# Provided material:
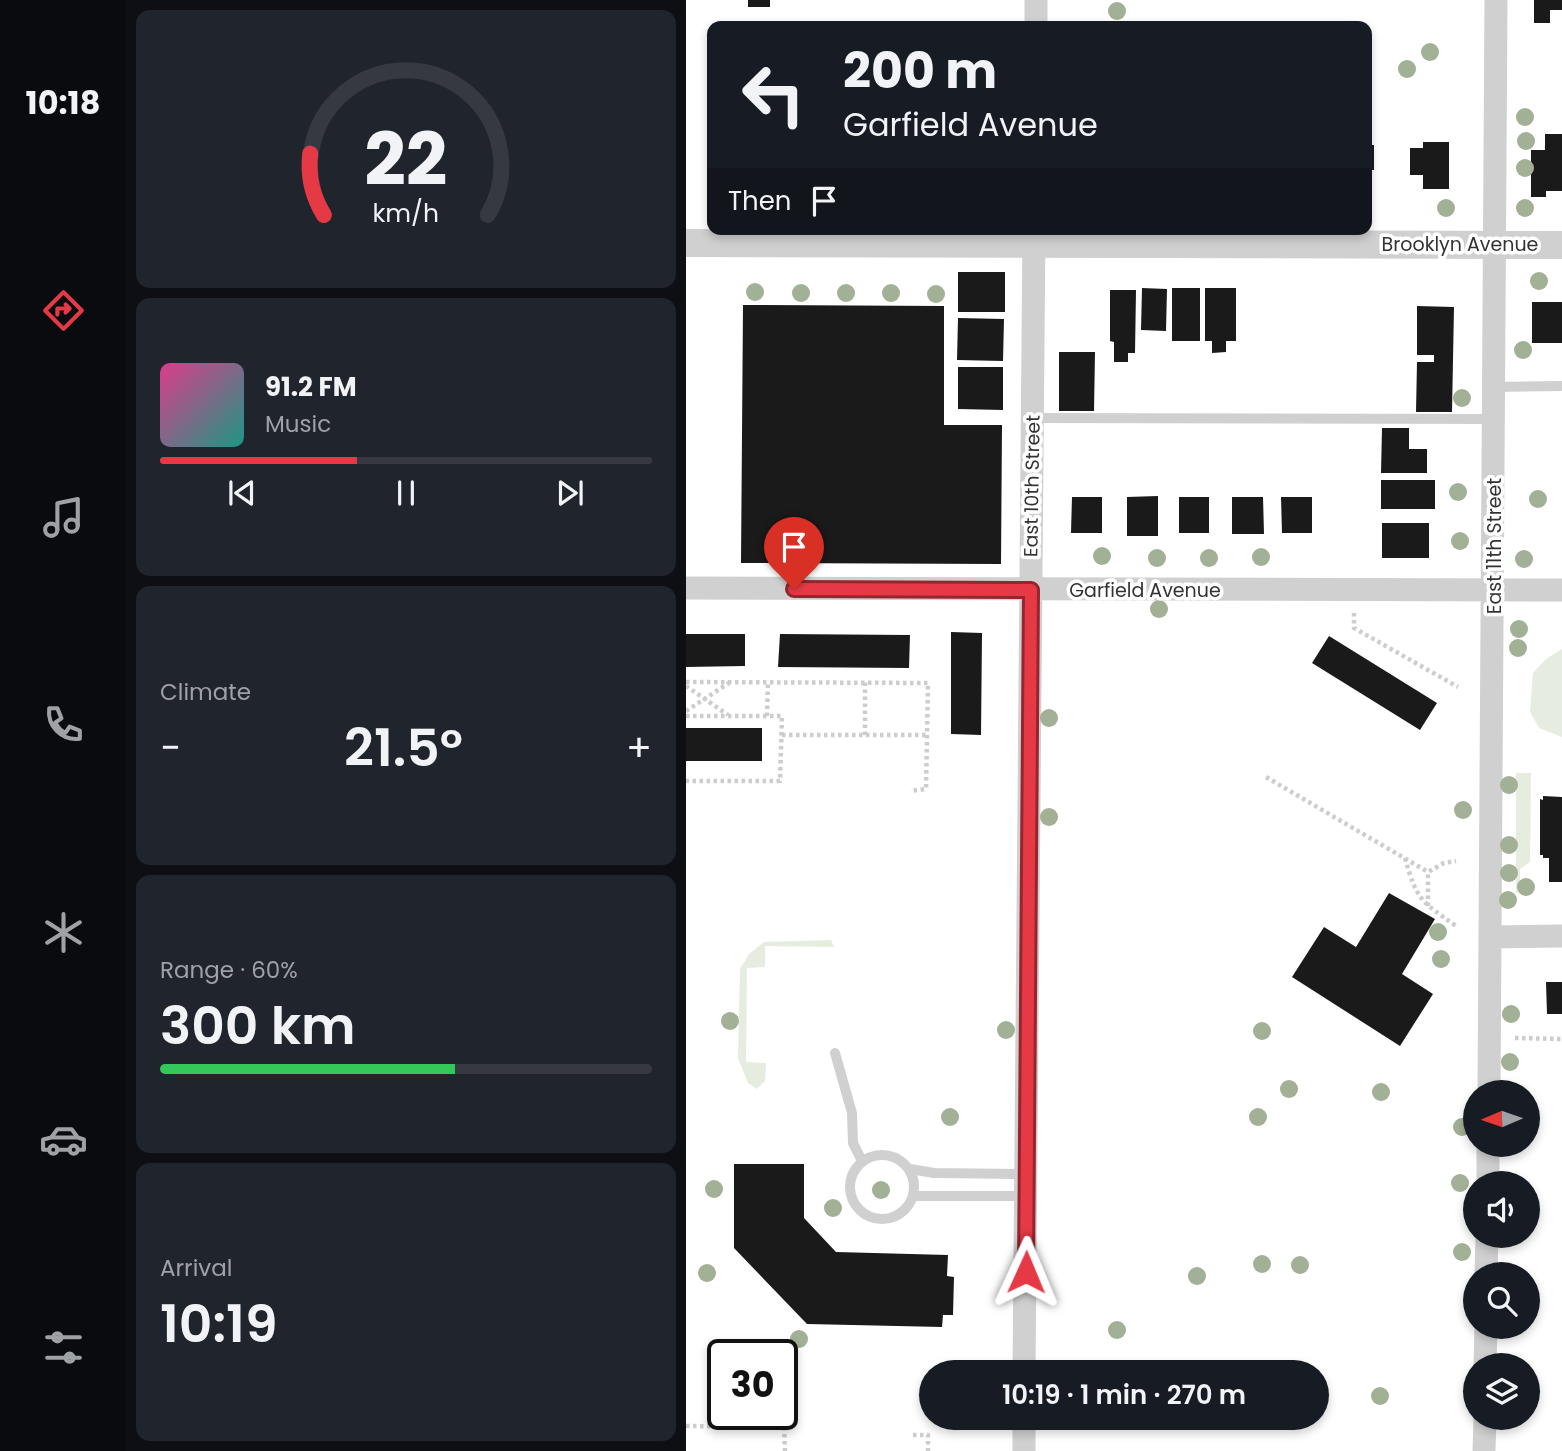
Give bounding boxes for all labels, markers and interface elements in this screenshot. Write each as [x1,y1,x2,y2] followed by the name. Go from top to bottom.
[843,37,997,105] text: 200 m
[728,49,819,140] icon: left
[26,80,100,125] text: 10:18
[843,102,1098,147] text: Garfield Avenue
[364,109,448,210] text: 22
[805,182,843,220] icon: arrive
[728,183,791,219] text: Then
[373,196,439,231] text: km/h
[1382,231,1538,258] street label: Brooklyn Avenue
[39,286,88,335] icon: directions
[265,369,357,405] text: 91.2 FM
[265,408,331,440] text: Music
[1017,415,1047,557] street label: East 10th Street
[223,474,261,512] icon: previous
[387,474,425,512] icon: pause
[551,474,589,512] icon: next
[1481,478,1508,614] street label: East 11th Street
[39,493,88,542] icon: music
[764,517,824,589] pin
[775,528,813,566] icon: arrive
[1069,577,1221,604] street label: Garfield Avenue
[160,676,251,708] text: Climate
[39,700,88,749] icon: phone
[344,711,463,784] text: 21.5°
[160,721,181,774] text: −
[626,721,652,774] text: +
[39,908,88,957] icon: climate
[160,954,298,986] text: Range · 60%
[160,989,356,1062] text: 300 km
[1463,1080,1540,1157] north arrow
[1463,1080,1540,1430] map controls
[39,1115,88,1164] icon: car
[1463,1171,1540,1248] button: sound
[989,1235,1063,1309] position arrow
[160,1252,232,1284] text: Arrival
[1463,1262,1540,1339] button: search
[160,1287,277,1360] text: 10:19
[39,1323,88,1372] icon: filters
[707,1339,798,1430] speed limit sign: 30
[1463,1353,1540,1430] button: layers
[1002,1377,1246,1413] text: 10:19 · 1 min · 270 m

# Problem details:
Could the listing above be printed again in full, with every picture omitted?

# Task output:
Give bounding boxes for all labels, markers and interface elements in this screenshot. Write each as [x1,y1,x2,y2] followed by the name. Go from top to bottom.
[843,37,997,105] text: 200 m
[728,49,819,140] icon: left
[26,80,100,125] text: 10:18
[843,102,1098,147] text: Garfield Avenue
[364,109,448,210] text: 22
[805,182,843,220] icon: arrive
[728,183,791,219] text: Then
[373,196,439,231] text: km/h
[1382,231,1538,258] street label: Brooklyn Avenue
[39,286,88,335] icon: directions
[265,369,357,405] text: 91.2 FM
[265,408,331,440] text: Music
[1017,415,1047,557] street label: East 10th Street
[223,474,261,512] icon: previous
[387,474,425,512] icon: pause
[551,474,589,512] icon: next
[1481,478,1508,614] street label: East 11th Street
[39,493,88,542] icon: music
[764,517,824,589] pin
[775,528,813,566] icon: arrive
[1069,577,1221,604] street label: Garfield Avenue
[160,676,251,708] text: Climate
[39,700,88,749] icon: phone
[344,711,463,784] text: 21.5°
[160,721,181,774] text: −
[626,721,652,774] text: +
[39,908,88,957] icon: climate
[160,954,298,986] text: Range · 60%
[160,989,356,1062] text: 300 km
[1463,1080,1540,1157] north arrow
[1463,1080,1540,1430] map controls
[39,1115,88,1164] icon: car
[1463,1171,1540,1248] button: sound
[989,1235,1063,1309] position arrow
[160,1252,232,1284] text: Arrival
[1463,1262,1540,1339] button: search
[160,1287,277,1360] text: 10:19
[39,1323,88,1372] icon: filters
[707,1339,798,1430] speed limit sign: 30
[1463,1353,1540,1430] button: layers
[1002,1377,1246,1413] text: 10:19 · 1 min · 270 m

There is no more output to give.